▶ **TASK TO CARRY OUT**
The required output is the lines of the listing from the beginning through the line containing "height:9px; margin:-4.5px; padding:0", each copied exactly, without any pictures.

▶ **RECORDS SUPPLIED**
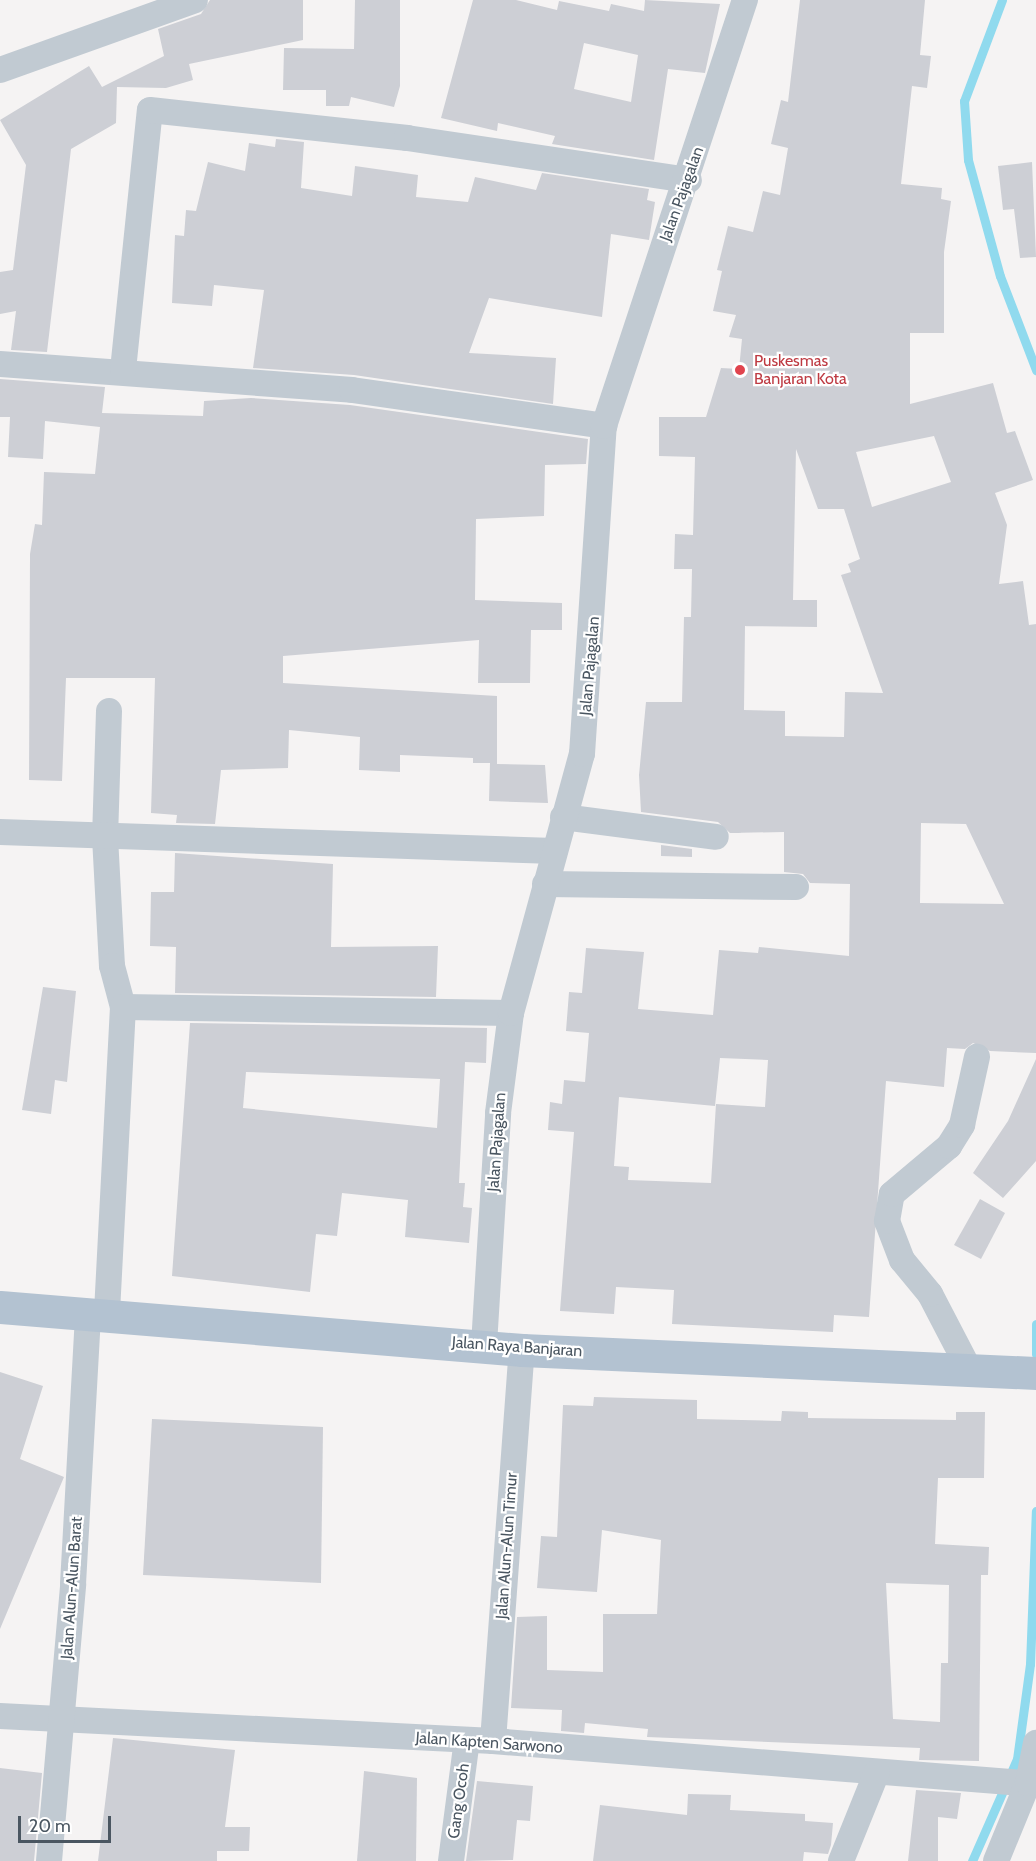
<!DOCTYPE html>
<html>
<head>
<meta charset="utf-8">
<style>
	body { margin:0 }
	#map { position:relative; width:1036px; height:1861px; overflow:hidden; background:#f5f3f3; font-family:Cabin,sans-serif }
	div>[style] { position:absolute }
	.stream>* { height:9px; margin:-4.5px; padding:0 4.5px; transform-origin:4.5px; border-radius:4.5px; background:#90daee }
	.building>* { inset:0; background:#cdcfd5 }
	.street>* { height:26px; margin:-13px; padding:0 13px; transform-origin:13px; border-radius:13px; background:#c1cad2 }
	.primary>* { height:33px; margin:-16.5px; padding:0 16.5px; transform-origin:16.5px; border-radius:16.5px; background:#b3c2d1 }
	.dots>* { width:16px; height:16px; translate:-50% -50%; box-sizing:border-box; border:3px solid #fff; border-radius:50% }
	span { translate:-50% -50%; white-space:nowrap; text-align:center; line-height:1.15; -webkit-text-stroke:4.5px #fff; paint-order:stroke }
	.street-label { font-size:16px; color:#4a5661 }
	.health-label { font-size:16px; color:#be3a42 }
	.left { translate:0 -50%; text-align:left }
	.scale { position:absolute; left:18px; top:1816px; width:93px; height:27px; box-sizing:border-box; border:3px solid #4a5661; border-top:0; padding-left:8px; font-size:18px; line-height:21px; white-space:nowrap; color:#4a5661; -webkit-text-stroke:4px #fff; paint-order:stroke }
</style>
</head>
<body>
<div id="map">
	<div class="stream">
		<i style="left:1002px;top:0;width:108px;rotate:110.6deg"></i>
		<i style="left:964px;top:101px;width:59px;rotate:86.1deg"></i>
		<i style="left:968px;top:160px;width:120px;rotate:74.6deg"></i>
		<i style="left:1000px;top:276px;width:101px;rotate:69deg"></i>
		<i style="left:1036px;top:1324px;width:30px;rotate:90deg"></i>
		<i style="left:972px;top:1861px;width:111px;rotate:-66.2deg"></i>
		<i style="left:1017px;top:1759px;width:96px;rotate:-82.2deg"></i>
		<i style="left:1030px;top:1664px;width:153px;rotate:-87.8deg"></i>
	</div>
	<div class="building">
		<i style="clip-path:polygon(210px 0,303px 0,303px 40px,189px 64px,193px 80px,166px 88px,117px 87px,116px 123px,71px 149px,47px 352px,11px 350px,16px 311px,0 314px,0 272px,13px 270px,26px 165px,0 120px,89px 66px,102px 87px,164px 56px,158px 29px,201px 14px)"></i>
		<i style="clip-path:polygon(355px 0,400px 0,400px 86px,394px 107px,351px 97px,349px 106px,326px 106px,326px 90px,283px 90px,284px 48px,354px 49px)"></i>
		<i style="clip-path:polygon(evenodd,473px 0,516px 0,557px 10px,559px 1px,609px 11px,611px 4px,644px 11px,645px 0,720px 4px,705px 73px,668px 69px,654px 160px,552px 144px,555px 136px,498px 123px,497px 131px,441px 118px,473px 0,584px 43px,638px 55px,631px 102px,574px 89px,584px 43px)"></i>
		<i style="clip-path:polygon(evenodd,800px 0,925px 0,920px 55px,931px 56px,927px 88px,912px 86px,901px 184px,942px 188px,941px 199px,951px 201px,944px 252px,944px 333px,910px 333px,910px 404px,993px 383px,1007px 433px,1015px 431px,1033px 480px,995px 493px,1007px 525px,999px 584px,1023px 581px,1029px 625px,1036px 624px,1036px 1053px,990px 1051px,973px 1043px,965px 1049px,947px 1048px,944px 1087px,886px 1081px,869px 1317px,834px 1315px,833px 1332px,672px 1324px,674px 1290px,616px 1287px,614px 1314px,560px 1311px,574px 1132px,548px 1130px,550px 1102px,562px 1104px,564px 1080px,585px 1082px,589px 1033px,566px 1031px,569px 992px,582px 993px,586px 948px,644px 952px,638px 1009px,713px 1015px,719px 950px,758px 953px,759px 947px,849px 956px,850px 884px,810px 883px,803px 874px,784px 872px,784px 832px,730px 833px,718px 822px,641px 812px,639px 775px,646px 702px,682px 702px,684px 617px,691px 617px,692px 569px,674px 569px,675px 534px,693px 535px,695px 457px,659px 456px,659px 417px,706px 417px,721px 368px,739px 369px,742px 339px,729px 337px,736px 315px,713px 311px,722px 271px,717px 270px,728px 226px,753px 232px,763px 191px,780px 195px,788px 148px,771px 144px,781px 100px,788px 102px,800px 0,934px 436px,951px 482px,872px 507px,856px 452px,934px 436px,800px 0,796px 449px,818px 509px,844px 509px,860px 559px,848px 564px,851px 572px,841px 575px,883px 693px,845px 692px,844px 737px,785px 736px,785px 711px,744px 710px,745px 626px,817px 627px,817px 600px,793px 600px,796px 449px,800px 0,921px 823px,966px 824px,1004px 904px,920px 903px,921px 823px,800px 0,720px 1058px,768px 1060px,765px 1107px,716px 1104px,711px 1183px,628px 1180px,629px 1167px,614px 1166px,619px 1097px,715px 1106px,720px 1058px)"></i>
		<i style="clip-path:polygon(276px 139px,304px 142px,301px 188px,352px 196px,355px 166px,418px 175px,416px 197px,468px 202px,475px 177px,536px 190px,542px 173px,649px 189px,647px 200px,655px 202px,649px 240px,611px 234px,602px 317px,489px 298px,469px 353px,556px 358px,553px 404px,354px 375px,253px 368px,264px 290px,214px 285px,212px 306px,172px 303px,175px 235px,184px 236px,186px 210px,196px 211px,208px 162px,245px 171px,249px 143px,275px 147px)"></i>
		<i style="clip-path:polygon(1032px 162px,1036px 257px,1020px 258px,1014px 209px,1003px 210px,998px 166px)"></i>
		<i style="clip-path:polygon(0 379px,105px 387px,102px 413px,203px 416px,204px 401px,251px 398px,350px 405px,588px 439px,586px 464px,545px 465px,544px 516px,476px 519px,475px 600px,562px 603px,562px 630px,531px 630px,530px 683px,478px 683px,479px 640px,283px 656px,283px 683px,497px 696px,497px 764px,545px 765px,548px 803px,489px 801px,490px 763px,473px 763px,473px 758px,400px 755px,400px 772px,359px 770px,360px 737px,289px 730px,288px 768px,221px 770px,215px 824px,176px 823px,177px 815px,151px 813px,155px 678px,66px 678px,62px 781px,29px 780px,30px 554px,35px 524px,42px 525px,44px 472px,95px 474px,100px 427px,45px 421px,43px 459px,8px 457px,10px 417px,0 417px)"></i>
		<i style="clip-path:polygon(661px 845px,692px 849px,692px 857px,661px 856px)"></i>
		<i style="clip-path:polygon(175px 853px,333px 864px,331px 947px,438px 946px,436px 997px,175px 993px,176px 947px,150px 946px,151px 892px,174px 892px)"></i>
		<i style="clip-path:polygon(43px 987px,76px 991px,67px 1082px,55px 1080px,51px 1114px,22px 1110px)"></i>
		<i style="clip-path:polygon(evenodd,190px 1023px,487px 1028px,486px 1063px,465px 1062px,459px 1183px,465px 1183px,463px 1207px,472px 1208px,469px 1243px,405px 1237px,408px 1200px,342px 1193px,337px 1236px,316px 1234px,310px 1292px,172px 1276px,190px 1023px,246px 1072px,440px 1079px,437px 1128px,243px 1108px,246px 1072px)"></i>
		<i style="clip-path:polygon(1036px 1059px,1036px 1161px,1003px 1198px,973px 1173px,1008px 1121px)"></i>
		<i style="clip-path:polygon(980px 1199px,1005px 1213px,981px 1259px,954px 1245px)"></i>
		<i style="clip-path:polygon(0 1372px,43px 1386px,20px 1459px,64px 1477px,0 1629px)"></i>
		<i style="clip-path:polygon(evenodd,594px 1397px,697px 1400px,697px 1419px,781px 1421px,782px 1411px,808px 1412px,808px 1418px,956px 1420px,956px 1412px,985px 1412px,984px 1478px,938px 1478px,935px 1544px,989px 1547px,988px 1575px,981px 1575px,979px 1761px,919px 1760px,920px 1748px,647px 1737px,648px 1729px,585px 1723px,584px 1733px,561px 1731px,562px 1710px,511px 1708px,517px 1617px,547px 1616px,547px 1670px,603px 1672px,603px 1614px,657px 1614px,661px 1540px,602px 1530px,597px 1592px,537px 1588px,541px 1536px,557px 1537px,563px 1405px,593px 1406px,594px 1397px,886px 1583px,949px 1585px,948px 1663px,941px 1663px,940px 1722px,893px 1719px,886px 1583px)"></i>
		<i style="clip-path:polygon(152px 1419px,323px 1427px,321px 1583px,143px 1575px)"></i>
		<i style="clip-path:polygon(113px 1738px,235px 1750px,225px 1827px,250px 1827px,249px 1851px,217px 1851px,217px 1861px,98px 1861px)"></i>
		<i style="clip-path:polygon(0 1768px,42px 1773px,34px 1861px,0 1861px)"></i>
		<i style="clip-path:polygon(364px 1771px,417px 1778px,416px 1861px,357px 1861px)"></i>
		<i style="clip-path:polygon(477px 1781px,533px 1786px,530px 1821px,517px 1820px,513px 1860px,466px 1861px)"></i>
		<i style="clip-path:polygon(916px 1790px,961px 1793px,957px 1819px,938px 1817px,938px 1861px,908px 1861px)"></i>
		<i style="clip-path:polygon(688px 1794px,731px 1795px,730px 1810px,805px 1814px,805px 1821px,833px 1823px,831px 1845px,828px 1854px,804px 1852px,803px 1861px,593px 1861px,600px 1805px,687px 1815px)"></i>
	</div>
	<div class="street">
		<i style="left:0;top:70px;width:207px;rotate:-19.7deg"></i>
		<i style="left:0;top:364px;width:353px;rotate:4.2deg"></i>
		<i style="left:352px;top:390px;width:255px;rotate:8.1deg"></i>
		<i style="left:123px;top:370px;width:261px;rotate:-84.1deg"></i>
		<i style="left:150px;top:110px;width:259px;rotate:6.2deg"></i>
		<i style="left:407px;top:138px;width:285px;rotate:8.5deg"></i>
		<i style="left:109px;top:711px;width:126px;rotate:91.8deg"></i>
		<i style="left:105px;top:837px;width:129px;rotate:86.9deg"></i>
		<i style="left:112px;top:966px;width:42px;rotate:75deg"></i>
		<i style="left:563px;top:817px;width:154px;rotate:7.4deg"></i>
		<i style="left:0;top:832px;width:555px;rotate:1.96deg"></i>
		<i style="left:545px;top:884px;width:251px;rotate:0.7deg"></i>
		<i style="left:107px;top:1312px;width:305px;rotate:-87deg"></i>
		<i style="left:123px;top:1007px;width:388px;rotate:0.9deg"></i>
		<i style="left:484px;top:1345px;width:232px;rotate:-86.5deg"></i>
		<i style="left:498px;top:1113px;width:101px;rotate:-82.6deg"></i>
		<i style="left:511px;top:1013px;width:269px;rotate:-74.7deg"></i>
		<i style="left:582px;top:754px;width:329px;rotate:-86.2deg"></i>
		<i style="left:604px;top:426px;width:449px;rotate:-71.7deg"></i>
		<i style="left:968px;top:1367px;width:82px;rotate:-117.5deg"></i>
		<i style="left:930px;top:1294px;width:44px;rotate:-129.5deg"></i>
		<i style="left:902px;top:1260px;width:42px;rotate:-111deg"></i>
		<i style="left:887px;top:1221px;width:27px;rotate:-80deg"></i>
		<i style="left:892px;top:1194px;width:75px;rotate:-40.1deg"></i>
		<i style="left:949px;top:1146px;width:25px;rotate:-58deg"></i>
		<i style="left:962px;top:1125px;width:70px;rotate:-77.6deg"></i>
		<i style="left:0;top:1716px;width:494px;rotate:2.9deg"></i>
		<i style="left:493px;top:1741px;width:545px;rotate:4.53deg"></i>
		<i style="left:493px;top:1741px;width:392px;rotate:-85.8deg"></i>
		<i style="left:49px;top:1861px;width:278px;rotate:-85deg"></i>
		<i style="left:73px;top:1584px;width:270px;rotate:-86.8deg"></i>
		<i style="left:451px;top:1861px;width:122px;rotate:-82.5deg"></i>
		<i style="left:841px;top:1861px;width:96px;rotate:-68deg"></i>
		<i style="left:996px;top:1861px;width:84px;rotate:-67.7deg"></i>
		<i style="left:1028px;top:1783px;width:41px;rotate:-78.7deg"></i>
	</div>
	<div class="primary">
		<i style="left:0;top:1307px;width:524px;rotate:4.71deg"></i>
		<i style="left:522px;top:1350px;width:515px;rotate:2.56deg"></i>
	</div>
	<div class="dots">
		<i style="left:740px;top:370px;background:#e0444e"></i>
	</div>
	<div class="street-label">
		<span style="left:682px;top:194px;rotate:-70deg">Jalan Pajagalan</span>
		<span style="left:590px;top:666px;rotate:-85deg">Jalan Pajagalan</span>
		<span style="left:497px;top:1142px;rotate:-86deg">Jalan Pajagalan</span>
		<span style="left:517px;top:1347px;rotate:4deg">Jalan Raya Banjaran</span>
		<span style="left:507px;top:1546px;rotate:-86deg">Jalan Alun-Alun Timur</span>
		<span style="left:72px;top:1588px;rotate:-86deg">Jalan Alun-Alun Barat</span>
		<span style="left:489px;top:1743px;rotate:4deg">Jalan Kapten Sarwono</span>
		<span style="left:459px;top:1801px;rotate:-82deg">Gang Ocoh</span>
	</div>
	<div class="health-label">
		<span class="left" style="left:754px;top:370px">Puskesmas<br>Banjaran Kota</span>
	</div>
	<div class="scale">20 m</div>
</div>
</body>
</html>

▶ **TASK OUTPUT**
<!DOCTYPE html>
<html>
<head>
<meta charset="utf-8">
<style>
	body { margin:0 }
	#map { position:relative; width:1036px; height:1861px; overflow:hidden; background:#f5f3f3; font-family:Cabin,sans-serif }
	div>[style] { position:absolute }
	.stream>* { height:9px; margin:-4.5px; padding:0 4.5px; transform-origin:4.5px; border-radius:4.5px; background:#90daee }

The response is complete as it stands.